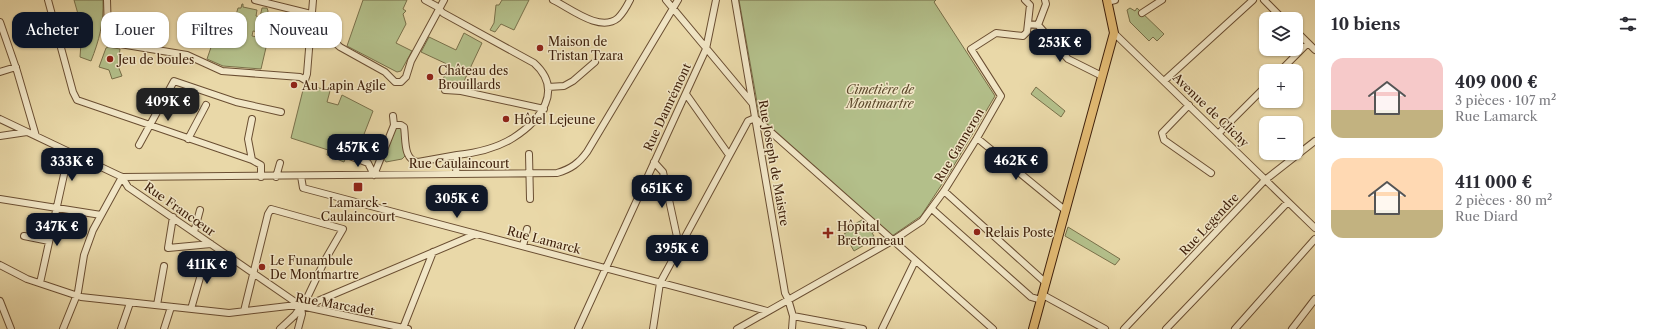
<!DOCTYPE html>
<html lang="fr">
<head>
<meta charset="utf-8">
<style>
  body { margin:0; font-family:"Libre Caslon Text",serif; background:#f2f2f3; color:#2b2b33; height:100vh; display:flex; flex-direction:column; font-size:15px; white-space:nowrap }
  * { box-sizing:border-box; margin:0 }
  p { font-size:13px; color:#7c7c81 }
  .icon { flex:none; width:22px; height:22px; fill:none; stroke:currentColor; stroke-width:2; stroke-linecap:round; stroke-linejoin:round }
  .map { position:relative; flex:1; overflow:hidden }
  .panel { display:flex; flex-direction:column; background:#fff; width:340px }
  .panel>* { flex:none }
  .banner { position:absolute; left:12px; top:12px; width:380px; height:36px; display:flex; gap:8px }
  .buttons { position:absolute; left:1259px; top:12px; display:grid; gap:8px }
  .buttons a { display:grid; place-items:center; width:44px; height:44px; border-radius:8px; background:#fff; box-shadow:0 1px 3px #0004; font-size:20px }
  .price { position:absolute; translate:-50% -34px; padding:0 9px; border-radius:8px; background:#111827; color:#fff; font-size:13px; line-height:26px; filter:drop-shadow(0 1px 2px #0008) }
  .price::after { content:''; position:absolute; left:50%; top:24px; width:12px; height:9px; margin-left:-6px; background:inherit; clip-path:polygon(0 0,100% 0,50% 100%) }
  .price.current { background:#222; color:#fff }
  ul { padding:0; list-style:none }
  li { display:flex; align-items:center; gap:12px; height:100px; padding:0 16px }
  li span { display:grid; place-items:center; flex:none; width:112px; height:80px; border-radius:12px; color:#555 }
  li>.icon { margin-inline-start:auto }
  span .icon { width:48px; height:48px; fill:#fffc; stroke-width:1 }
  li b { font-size:17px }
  h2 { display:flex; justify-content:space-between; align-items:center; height:48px; padding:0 16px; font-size:17px }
  .tag { padding:0 14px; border-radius:12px; background:#fff; box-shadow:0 1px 3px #0004; font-size:14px; line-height:36px }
  .tag.current { background:#111827; color:#fff }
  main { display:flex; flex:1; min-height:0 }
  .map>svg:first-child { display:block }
</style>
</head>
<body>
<main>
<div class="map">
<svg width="1315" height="329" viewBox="0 0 1315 329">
  <rect width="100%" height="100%" fill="#e9d8a8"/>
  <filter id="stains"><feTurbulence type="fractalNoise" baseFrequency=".005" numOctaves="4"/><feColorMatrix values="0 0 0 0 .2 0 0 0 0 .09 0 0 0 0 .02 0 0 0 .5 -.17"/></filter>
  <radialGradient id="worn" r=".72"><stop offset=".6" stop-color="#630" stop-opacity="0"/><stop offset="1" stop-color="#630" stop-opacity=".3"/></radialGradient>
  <path fill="#b3bf8a" stroke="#79704a" d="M 74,0 L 103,0 C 104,22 99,41 91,61 L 80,57 L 81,43 L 71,42 L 69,24 L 80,21 Z
    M 363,0 L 407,0 L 403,9 L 406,11 L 403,14 L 406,24 L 396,43 L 412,51 L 401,71 L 397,72 L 347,46 Z
    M 502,0 L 529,0 L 514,30 L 501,24 L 495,32 L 490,30 L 494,23 L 496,5 L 499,5 Z
    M 739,0 L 936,0 L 934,2 L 995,96 L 950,172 L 921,216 L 892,236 L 760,119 Z
    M 242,4 L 243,4 L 243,7 L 257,10 L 256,16 L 260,17 L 262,8 L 267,8 L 268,11 L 267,16 L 273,18 L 269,34 L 253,31 L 252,36 L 268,39 L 261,69 L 223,66 L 207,59 L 220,21 L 233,25 L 238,8 L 241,8 Z
    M 1130,8 L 1135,11 L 1137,8 L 1164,34 L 1157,41 L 1153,37 L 1149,41 L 1130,22 L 1127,10 Z
    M 464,33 L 482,43 L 465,79 L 463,87 L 444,83 L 445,80 L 443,79 L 449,65 L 421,52 L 429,37 L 456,50 Z
    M 108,47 L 120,49 L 118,66 L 122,76 L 112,79 L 109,70 L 99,67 L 106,48 Z
    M 308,85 L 330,91 L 327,102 L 338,105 L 342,95 L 373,111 L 356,155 L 348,152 L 344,162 L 327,155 L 328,150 L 291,138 L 304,86 Z
    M 1036,87 L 1065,111 L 1061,117 L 1031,94 Z
    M 397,126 L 402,129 L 405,156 L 402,159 L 386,162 L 384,159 L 394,129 Z
    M 862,220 L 875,231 L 872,233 L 874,236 L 870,239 L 871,241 L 854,251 L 844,234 L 849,231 L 847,228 Z
    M 1068,227 L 1120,259 L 1115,265 L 1065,236 Z"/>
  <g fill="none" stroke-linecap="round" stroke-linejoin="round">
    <defs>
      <path id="minor" d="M 48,0 L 73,92 L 77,100 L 252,160 L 261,165 L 261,177
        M 107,0 L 108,33 L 114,43 L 187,55 L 222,71 L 300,77 L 305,80 L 307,74 L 313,0
        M 255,0 L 311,14
        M 425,0 L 436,6 L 443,13 L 534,63 C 564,90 541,120 513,138 C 497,148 476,153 457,155 L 456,174
        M 553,0 C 570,8 600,33 618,18 C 623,13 627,6 630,0
        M 666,0 L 752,103
        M 735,0 L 785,293 L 788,299 L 793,316 L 792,329
        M 1264,0 L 1283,19
        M 1107,2 L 1115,0
        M 1142,13 L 1162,0
        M 311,21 L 340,47 L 385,72 L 395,82 L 401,82 L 406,77 L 411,61 L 444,0
        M 0,22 L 17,71 L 36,136
        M 1028,24 L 1038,25 L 1068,59 L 1102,76
        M 1038,25 L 1046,4 L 1045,0
        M 1296,31 L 1315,50
        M 1114,33 L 1315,228
        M 1280,71 L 1308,43
        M 0,72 L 16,67
        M 1164,81 L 1253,0
        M 548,87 L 564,86 L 573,81 L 595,62
        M 445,90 L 461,91 L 544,109
        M 686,94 L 729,155
        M 1189,105 L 1162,133 L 1164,140 L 1211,173
        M 0,119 L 122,177 L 557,173 C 571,169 579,163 587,152 L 678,0
        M 394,125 L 401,125 L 404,127 C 406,139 403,160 418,162 L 457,155
        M 1218,134 L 1266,86
        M 0,136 L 27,132
        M 977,138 L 1066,211
        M 188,139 L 206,105
        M 139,145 L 174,81 L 236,102 L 281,112
        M 529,154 L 530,199
        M 347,155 L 368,163 L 374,175
        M 252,160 L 248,139 L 252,119
        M 654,162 L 663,172 L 679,246
        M 374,175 L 394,125 L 393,116
        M 301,176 L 303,188 L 767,311
        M 122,177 L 128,187 L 301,306 L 313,303 L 476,234
        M 276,177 L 280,163
        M 944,191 L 1046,283
        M 0,199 L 101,215
        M 932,209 L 1031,297 L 1041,300
        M 173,217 L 168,248 L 211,244
        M 194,232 L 200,210
        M 24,236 L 49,241
        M 523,246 L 527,229
        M 0,265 L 27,279 L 81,297 L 229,313 L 288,306 L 301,306 L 408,329
        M 40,283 L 69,152
        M 1043,295 L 1105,329
        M 0,301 L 11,329
        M 157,305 L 164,266
        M 191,309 L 206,257
        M 244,311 L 268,214 L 271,209 L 343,229 L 325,260 L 307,298 L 295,315 L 280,329
        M 793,316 L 863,329
        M 403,328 L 433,252
        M 63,329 L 78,292 L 84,255 L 93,230 L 122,177
        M 121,329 L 130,303
        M 164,329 L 171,307
        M 298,329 L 302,314 L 301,306
        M 578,329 L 706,49 L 716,0
        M 653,329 L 660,283 L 748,121 L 755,118 L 993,329
        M 737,329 L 892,241 L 922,221 L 944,191 L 977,138 L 1001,96 L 971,49 L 996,33 L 1023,36 L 1027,32 L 1030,5 L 1025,0
        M 882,329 L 915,261
        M 1124,329 L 1265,180 L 1315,141
        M 1166,329 L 1288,202
        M 1235,329 L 1315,239
        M 1292,329 L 1315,299"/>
      <path id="major" d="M 1033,329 L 1114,33 L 1107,0"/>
    </defs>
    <use href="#minor" stroke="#6a4e32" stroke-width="8"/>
    <use href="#major" stroke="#3f200b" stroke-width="10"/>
    <use href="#minor" stroke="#f1e6c6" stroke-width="6"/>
    <use href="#major" stroke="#e4bc74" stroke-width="8"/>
  </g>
  <g fill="#8f2418" stroke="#f1e6c6" stroke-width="1.5">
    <circle cx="540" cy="48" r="4"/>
    <circle cx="110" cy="59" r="4"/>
    <circle cx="430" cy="77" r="4"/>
    <circle cx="294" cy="85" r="4"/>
    <circle cx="506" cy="119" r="4"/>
    <rect x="353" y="182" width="10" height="10" rx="2"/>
    <circle cx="977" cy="232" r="4"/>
    <path d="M826 227h4v4h4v4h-4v4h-4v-4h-4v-4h4z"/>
    <circle cx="262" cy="267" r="4"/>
  </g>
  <g text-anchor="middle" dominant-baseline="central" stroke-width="3" stroke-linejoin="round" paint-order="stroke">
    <g font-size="12" fill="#3f200b" stroke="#f1e6c6" text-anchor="start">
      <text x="548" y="41">Maison de<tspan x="548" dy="14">Tristan Tzara</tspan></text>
      <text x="118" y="59">Jeu de boules</text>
      <text x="438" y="70">Château des<tspan x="438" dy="14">Brouillards</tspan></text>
      <text x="302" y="85">Au Lapin Agile</text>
      <text x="514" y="119">Hôtel Lejeune</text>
      <text x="358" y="202" text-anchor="middle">Lamarck -<tspan x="358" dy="14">Caulaincourt</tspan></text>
      <text x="837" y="226">Hôpital<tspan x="837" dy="14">Bretonneau</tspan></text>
      <text x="985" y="232">Relais Poste</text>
      <text x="270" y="260">Le Funambule<tspan x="270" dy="14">De Montmartre</tspan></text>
    </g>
    <g font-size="12" font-style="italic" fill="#5c482b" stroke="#f1e6c6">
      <text x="880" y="89">Cimetière de<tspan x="880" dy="14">Montmartre</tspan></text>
    </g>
    <g font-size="12" fill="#3f200b" stroke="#f1e6c6">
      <text transform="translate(667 107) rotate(-65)">Rue Damrémont</text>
      <text transform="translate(1211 110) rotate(44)">Avenue de Clichy</text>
      <text transform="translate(959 145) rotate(-59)">Rue Ganneron</text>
      <text x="459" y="163">Rue Caulaincourt</text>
      <text transform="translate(774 163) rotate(80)">Rue Joseph de Maistre</text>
      <text transform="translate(180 209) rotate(35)">Rue Francœur</text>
      <text transform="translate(1209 224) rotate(-47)">Rue Legendre</text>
      <text transform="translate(544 240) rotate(15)">Rue Lamarck</text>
      <text transform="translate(335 304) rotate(10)">Rue Marcadet</text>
    </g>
  </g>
  <rect width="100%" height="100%" filter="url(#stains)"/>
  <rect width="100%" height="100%" fill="url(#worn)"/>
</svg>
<div class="buttons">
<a><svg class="icon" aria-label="layers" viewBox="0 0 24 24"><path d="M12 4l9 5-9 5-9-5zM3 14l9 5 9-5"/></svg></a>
<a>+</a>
<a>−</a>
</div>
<b class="price" style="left:1060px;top:63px">253K €</b>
<b class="price current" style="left:168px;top:122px">409K €</b>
<b class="price" style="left:358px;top:168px">457K €</b>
<b class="price" style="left:1016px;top:181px">462K €</b>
<b class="price" style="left:72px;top:182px">333K €</b>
<b class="price" style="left:662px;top:209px">651K €</b>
<b class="price" style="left:457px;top:219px">305K €</b>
<b class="price" style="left:57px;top:247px">347K €</b>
<b class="price" style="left:677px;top:269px">395K €</b>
<b class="price" style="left:207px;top:285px">411K €</b>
<div class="banner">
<a class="tag current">Acheter</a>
<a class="tag">Louer</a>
<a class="tag">Filtres</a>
<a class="tag">Nouveau</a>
</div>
</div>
<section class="panel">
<h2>10 biens<svg class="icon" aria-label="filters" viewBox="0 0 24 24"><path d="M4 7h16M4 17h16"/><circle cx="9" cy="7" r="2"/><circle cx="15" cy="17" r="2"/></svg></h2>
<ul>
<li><span style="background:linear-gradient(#f6c9c9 65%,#c2b280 0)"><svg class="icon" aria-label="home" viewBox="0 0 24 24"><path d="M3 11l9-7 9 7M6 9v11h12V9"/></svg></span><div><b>409 000 €</b><p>3 pièces · 107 m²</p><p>Rue Lamarck</p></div></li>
<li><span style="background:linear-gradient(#ffd9b3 65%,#c2b280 0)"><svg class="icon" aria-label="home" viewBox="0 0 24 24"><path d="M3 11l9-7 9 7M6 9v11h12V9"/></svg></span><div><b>411 000 €</b><p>2 pièces · 80 m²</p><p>Rue Diard</p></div></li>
</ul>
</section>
</main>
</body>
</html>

+ + + + +

TASK DESCRIPTION | Please report how many lines of the entries above contain the string "linecap". Reply with only the number.

TASK SOLUTION | 2